__Action item__
Every word of the data must be reproduced in your reply exactly.

Stored data entries
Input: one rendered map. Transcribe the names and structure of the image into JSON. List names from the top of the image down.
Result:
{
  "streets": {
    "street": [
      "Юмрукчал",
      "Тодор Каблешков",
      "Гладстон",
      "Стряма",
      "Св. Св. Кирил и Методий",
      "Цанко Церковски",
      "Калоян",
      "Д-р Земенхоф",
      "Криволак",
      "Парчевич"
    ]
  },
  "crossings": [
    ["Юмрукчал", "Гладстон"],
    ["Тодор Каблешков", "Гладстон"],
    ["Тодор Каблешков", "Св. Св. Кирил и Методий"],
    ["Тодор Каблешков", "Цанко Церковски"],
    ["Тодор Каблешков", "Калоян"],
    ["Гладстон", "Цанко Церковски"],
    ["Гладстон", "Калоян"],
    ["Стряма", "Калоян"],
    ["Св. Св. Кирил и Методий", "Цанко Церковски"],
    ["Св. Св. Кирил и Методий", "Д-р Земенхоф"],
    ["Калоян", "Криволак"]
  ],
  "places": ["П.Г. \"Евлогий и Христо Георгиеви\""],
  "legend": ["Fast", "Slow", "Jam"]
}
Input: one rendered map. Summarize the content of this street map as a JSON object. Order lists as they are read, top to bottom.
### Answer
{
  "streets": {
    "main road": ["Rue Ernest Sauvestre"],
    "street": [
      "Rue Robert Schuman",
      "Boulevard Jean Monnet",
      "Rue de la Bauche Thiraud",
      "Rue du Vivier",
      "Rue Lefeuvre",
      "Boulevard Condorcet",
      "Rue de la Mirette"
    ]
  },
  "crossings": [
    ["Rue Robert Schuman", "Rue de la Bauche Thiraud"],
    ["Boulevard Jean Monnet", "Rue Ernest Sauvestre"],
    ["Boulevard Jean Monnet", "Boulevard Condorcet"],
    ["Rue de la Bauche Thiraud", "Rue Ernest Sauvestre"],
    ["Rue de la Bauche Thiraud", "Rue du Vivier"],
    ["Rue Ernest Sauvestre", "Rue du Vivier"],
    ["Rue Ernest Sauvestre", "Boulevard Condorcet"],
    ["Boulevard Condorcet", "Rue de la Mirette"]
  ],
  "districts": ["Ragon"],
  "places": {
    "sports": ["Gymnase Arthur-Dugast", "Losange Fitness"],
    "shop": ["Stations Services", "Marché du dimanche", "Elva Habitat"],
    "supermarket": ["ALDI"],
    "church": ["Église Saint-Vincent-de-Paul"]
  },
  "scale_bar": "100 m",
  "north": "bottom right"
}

__Solution for this task__
Input: one rendered map. Transcribe the names and structure of the image into JSON. List names from the top of the image down.
Result:
{
  "streets": {
    "street": [
      "Юмрукчал",
      "Тодор Каблешков",
      "Гладстон",
      "Стряма",
      "Св. Св. Кирил и Методий",
      "Цанко Церковски",
      "Калоян",
      "Д-р Земенхоф",
      "Криволак",
      "Парчевич"
    ]
  },
  "crossings": [
    ["Юмрукчал", "Гладстон"],
    ["Тодор Каблешков", "Гладстон"],
    ["Тодор Каблешков", "Св. Св. Кирил и Методий"],
    ["Тодор Каблешков", "Цанко Церковски"],
    ["Тодор Каблешков", "Калоян"],
    ["Гладстон", "Цанко Церковски"],
    ["Гладстон", "Калоян"],
    ["Стряма", "Калоян"],
    ["Св. Св. Кирил и Методий", "Цанко Церковски"],
    ["Св. Св. Кирил и Методий", "Д-р Земенхоф"],
    ["Калоян", "Криволак"]
  ],
  "places": ["П.Г. \"Евлогий и Христо Георгиеви\""],
  "legend": ["Fast", "Slow", "Jam"]
}
Input: one rendered map. Summarize the content of this street map as a JSON object. Order lists as they are read, top to bottom.
### Answer
{
  "streets": {
    "main road": ["Rue Ernest Sauvestre"],
    "street": [
      "Rue Robert Schuman",
      "Boulevard Jean Monnet",
      "Rue de la Bauche Thiraud",
      "Rue du Vivier",
      "Rue Lefeuvre",
      "Boulevard Condorcet",
      "Rue de la Mirette"
    ]
  },
  "crossings": [
    ["Rue Robert Schuman", "Rue de la Bauche Thiraud"],
    ["Boulevard Jean Monnet", "Rue Ernest Sauvestre"],
    ["Boulevard Jean Monnet", "Boulevard Condorcet"],
    ["Rue de la Bauche Thiraud", "Rue Ernest Sauvestre"],
    ["Rue de la Bauche Thiraud", "Rue du Vivier"],
    ["Rue Ernest Sauvestre", "Rue du Vivier"],
    ["Rue Ernest Sauvestre", "Boulevard Condorcet"],
    ["Boulevard Condorcet", "Rue de la Mirette"]
  ],
  "districts": ["Ragon"],
  "places": {
    "sports": ["Gymnase Arthur-Dugast", "Losange Fitness"],
    "shop": ["Stations Services", "Marché du dimanche", "Elva Habitat"],
    "supermarket": ["ALDI"],
    "church": ["Église Saint-Vincent-de-Paul"]
  },
  "scale_bar": "100 m",
  "north": "bottom right"
}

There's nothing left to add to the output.